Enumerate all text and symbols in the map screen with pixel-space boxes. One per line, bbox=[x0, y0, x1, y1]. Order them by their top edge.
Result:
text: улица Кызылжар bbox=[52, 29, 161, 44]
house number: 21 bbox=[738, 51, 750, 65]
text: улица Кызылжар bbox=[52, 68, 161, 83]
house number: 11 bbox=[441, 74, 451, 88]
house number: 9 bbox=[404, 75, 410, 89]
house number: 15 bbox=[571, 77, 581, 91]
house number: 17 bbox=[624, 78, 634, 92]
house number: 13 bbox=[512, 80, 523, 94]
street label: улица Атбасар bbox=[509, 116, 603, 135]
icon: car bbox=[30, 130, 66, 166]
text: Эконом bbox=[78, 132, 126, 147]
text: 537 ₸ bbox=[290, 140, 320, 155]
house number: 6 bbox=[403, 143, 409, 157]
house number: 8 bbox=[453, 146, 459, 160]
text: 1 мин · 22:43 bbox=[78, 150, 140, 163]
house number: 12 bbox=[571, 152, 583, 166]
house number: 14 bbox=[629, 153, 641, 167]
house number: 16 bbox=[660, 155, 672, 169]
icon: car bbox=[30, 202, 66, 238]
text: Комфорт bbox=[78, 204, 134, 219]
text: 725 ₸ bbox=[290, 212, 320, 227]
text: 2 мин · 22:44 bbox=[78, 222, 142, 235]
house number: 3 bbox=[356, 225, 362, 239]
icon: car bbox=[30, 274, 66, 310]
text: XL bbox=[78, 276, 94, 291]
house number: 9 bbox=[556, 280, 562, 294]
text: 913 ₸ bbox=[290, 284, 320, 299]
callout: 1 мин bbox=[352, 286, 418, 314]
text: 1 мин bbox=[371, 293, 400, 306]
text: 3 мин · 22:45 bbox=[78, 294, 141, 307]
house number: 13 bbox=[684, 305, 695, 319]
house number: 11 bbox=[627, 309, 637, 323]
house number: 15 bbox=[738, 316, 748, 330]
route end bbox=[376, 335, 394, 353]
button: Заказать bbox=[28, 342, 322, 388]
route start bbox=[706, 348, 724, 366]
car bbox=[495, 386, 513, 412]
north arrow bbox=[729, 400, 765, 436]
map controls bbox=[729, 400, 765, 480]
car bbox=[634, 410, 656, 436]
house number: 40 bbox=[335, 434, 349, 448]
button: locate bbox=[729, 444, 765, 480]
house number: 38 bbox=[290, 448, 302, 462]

_What you are asked to do:_
Retype the entries above exactly as they appear.

_Answer space:_
Enumerate all text and symbols in the map screen with pixel-space boxes. One per line, bbox=[x0, y0, x1, y1]. Order them by their top edge.
Result:
text: улица Кызылжар bbox=[52, 29, 161, 44]
house number: 21 bbox=[738, 51, 750, 65]
text: улица Кызылжар bbox=[52, 68, 161, 83]
house number: 11 bbox=[441, 74, 451, 88]
house number: 9 bbox=[404, 75, 410, 89]
house number: 15 bbox=[571, 77, 581, 91]
house number: 17 bbox=[624, 78, 634, 92]
house number: 13 bbox=[512, 80, 523, 94]
street label: улица Атбасар bbox=[509, 116, 603, 135]
icon: car bbox=[30, 130, 66, 166]
text: Эконом bbox=[78, 132, 126, 147]
text: 537 ₸ bbox=[290, 140, 320, 155]
house number: 6 bbox=[403, 143, 409, 157]
house number: 8 bbox=[453, 146, 459, 160]
text: 1 мин · 22:43 bbox=[78, 150, 140, 163]
house number: 12 bbox=[571, 152, 583, 166]
house number: 14 bbox=[629, 153, 641, 167]
house number: 16 bbox=[660, 155, 672, 169]
icon: car bbox=[30, 202, 66, 238]
text: Комфорт bbox=[78, 204, 134, 219]
text: 725 ₸ bbox=[290, 212, 320, 227]
text: 2 мин · 22:44 bbox=[78, 222, 142, 235]
house number: 3 bbox=[356, 225, 362, 239]
icon: car bbox=[30, 274, 66, 310]
text: XL bbox=[78, 276, 94, 291]
house number: 9 bbox=[556, 280, 562, 294]
text: 913 ₸ bbox=[290, 284, 320, 299]
callout: 1 мин bbox=[352, 286, 418, 314]
text: 1 мин bbox=[371, 293, 400, 306]
text: 3 мин · 22:45 bbox=[78, 294, 141, 307]
house number: 13 bbox=[684, 305, 695, 319]
house number: 11 bbox=[627, 309, 637, 323]
house number: 15 bbox=[738, 316, 748, 330]
route end bbox=[376, 335, 394, 353]
button: Заказать bbox=[28, 342, 322, 388]
route start bbox=[706, 348, 724, 366]
car bbox=[495, 386, 513, 412]
north arrow bbox=[729, 400, 765, 436]
map controls bbox=[729, 400, 765, 480]
car bbox=[634, 410, 656, 436]
house number: 40 bbox=[335, 434, 349, 448]
button: locate bbox=[729, 444, 765, 480]
house number: 38 bbox=[290, 448, 302, 462]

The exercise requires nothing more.